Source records
______
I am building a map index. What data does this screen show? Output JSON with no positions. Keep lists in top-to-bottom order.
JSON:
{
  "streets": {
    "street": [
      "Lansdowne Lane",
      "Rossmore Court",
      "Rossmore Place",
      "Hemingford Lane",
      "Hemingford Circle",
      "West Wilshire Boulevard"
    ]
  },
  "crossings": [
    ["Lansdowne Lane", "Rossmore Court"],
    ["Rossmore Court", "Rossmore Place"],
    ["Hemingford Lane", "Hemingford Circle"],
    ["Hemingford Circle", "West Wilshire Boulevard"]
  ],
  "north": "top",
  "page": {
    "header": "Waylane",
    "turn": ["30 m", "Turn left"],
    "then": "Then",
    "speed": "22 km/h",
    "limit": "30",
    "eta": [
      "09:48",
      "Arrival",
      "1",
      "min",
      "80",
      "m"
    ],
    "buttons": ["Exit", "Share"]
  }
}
______
## TASK BRIEF
From the records above, please extract every line and repeat it exactly.

## SOLUTION FOR THIS PROBLEM
I am building a map index. What data does this screen show? Output JSON with no positions. Keep lists in top-to-bottom order.
JSON:
{
  "streets": {
    "street": [
      "Lansdowne Lane",
      "Rossmore Court",
      "Rossmore Place",
      "Hemingford Lane",
      "Hemingford Circle",
      "West Wilshire Boulevard"
    ]
  },
  "crossings": [
    ["Lansdowne Lane", "Rossmore Court"],
    ["Rossmore Court", "Rossmore Place"],
    ["Hemingford Lane", "Hemingford Circle"],
    ["Hemingford Circle", "West Wilshire Boulevard"]
  ],
  "north": "top",
  "page": {
    "header": "Waylane",
    "turn": ["30 m", "Turn left"],
    "then": "Then",
    "speed": "22 km/h",
    "limit": "30",
    "eta": [
      "09:48",
      "Arrival",
      "1",
      "min",
      "80",
      "m"
    ],
    "buttons": ["Exit", "Share"]
  }
}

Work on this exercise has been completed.